**To do:** Return a copy of each line in the listing that includes the word "Ricardo".

**Data:**
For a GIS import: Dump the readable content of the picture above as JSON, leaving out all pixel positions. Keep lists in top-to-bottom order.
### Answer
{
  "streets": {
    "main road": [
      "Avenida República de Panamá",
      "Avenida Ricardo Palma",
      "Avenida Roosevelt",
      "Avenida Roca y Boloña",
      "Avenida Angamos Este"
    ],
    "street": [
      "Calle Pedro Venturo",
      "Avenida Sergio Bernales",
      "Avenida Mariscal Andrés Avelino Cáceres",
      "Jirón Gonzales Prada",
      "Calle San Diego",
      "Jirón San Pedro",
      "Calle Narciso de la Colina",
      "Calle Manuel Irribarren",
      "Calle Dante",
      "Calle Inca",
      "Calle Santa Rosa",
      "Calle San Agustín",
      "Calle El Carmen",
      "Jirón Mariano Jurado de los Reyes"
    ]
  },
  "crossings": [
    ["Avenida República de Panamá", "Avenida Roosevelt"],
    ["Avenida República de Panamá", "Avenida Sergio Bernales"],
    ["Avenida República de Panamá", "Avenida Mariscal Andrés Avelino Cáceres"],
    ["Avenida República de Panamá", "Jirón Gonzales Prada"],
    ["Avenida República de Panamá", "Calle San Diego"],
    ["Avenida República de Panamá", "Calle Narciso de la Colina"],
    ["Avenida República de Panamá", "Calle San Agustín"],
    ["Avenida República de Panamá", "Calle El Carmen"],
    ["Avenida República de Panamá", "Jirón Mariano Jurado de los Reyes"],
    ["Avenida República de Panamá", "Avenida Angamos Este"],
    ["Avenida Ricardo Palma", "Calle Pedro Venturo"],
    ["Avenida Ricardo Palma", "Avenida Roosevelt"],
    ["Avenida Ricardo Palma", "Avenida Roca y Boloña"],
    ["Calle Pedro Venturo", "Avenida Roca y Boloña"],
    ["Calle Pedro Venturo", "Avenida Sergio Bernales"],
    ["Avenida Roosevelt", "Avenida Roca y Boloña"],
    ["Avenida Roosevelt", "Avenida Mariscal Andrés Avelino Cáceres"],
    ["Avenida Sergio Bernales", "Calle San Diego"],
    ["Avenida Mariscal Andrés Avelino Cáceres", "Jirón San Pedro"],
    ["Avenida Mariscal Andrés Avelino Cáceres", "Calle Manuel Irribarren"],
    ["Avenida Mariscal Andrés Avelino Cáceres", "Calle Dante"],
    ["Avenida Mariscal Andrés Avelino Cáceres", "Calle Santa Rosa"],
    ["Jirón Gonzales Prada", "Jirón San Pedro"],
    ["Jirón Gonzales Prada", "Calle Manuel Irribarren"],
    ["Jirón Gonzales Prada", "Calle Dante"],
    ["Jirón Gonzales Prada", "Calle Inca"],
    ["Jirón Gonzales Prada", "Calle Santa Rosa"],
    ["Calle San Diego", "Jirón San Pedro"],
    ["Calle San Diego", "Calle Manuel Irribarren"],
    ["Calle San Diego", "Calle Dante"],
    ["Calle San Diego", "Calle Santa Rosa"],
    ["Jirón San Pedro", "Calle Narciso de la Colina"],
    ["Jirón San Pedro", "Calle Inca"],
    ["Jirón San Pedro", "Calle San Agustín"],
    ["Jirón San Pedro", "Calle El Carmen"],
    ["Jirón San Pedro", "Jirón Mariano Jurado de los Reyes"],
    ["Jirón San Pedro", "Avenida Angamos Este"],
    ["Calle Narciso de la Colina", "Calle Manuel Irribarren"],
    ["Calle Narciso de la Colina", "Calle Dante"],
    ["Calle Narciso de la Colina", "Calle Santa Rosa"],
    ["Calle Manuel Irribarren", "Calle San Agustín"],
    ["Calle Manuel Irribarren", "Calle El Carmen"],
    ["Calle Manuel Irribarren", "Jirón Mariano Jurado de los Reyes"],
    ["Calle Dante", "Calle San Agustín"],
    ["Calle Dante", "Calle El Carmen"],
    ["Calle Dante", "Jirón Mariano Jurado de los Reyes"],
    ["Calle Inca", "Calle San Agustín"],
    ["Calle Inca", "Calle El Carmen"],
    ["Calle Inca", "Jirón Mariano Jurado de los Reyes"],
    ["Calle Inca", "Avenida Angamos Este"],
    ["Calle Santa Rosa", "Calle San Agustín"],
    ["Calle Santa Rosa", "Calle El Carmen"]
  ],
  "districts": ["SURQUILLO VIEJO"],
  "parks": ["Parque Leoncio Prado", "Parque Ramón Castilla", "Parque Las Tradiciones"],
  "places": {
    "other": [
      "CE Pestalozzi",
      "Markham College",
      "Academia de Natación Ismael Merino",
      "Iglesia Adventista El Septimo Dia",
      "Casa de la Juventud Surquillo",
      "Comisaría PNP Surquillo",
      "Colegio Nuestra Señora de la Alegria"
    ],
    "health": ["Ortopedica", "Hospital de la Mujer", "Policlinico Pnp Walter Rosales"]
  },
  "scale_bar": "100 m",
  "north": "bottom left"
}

**Answer below:**
      "Avenida Ricardo Palma",
    ["Avenida Ricardo Palma", "Calle Pedro Venturo"],
    ["Avenida Ricardo Palma", "Avenida Roosevelt"],
    ["Avenida Ricardo Palma", "Avenida Roca y Boloña"],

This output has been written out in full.